» **Aim of the exercise**
Word for word, copy all the data and drop the pictures.
::: Data to process
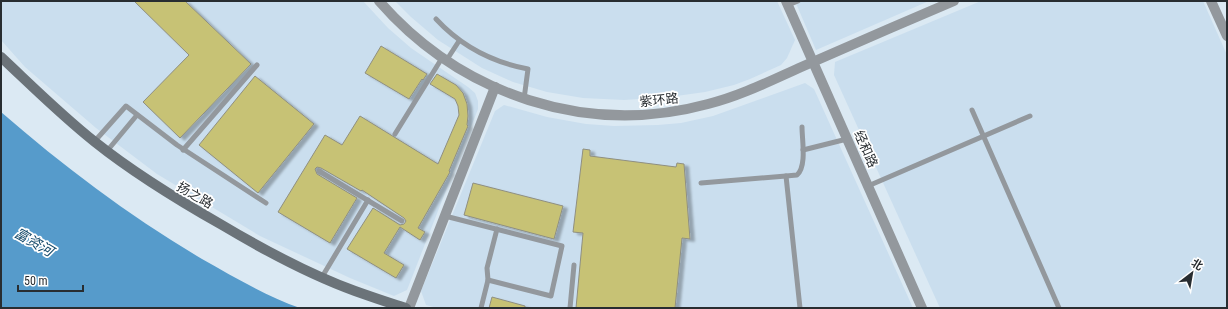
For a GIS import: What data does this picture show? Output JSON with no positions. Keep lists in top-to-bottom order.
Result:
{
  "streets": {
    "street": ["紫环路", "经和路", "扬之路"]
  },
  "crossings": [
    ["紫环路", "经和路"]
  ],
  "water": ["富资河"],
  "scale_bar": "50 m",
  "north": "top right"
}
::::::
» **The answer**
For a GIS import: What data does this picture show? Output JSON with no positions. Keep lists in top-to-bottom order.
Result:
{
  "streets": {
    "street": ["紫环路", "经和路", "扬之路"]
  },
  "crossings": [
    ["紫环路", "经和路"]
  ],
  "water": ["富资河"],
  "scale_bar": "50 m",
  "north": "top right"
}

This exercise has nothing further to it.